● Work task
Leaving the pictures aside, transcribe every line below exactly.

-------

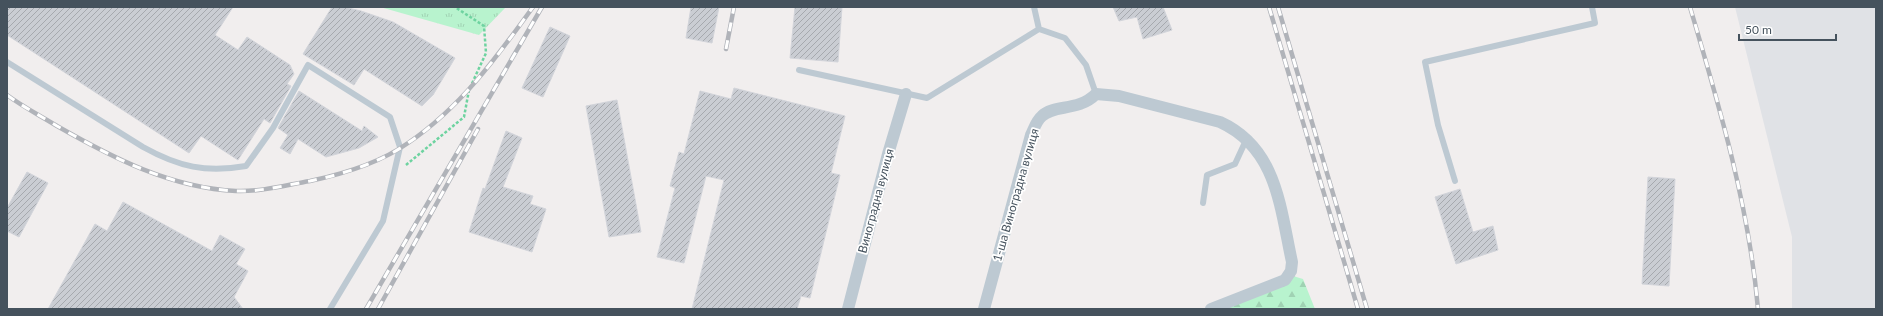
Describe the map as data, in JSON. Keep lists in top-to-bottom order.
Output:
{
  "streets": {
    "street": ["1-ша Виноградна вулиця", "Виноградна вулиця"]
  },
  "scale_bar": "50 m"
}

-------

● Written response
Describe the map as data, in JSON. Keep lists in top-to-bottom order.
Output:
{
  "streets": {
    "street": ["1-ша Виноградна вулиця", "Виноградна вулиця"]
  },
  "scale_bar": "50 m"
}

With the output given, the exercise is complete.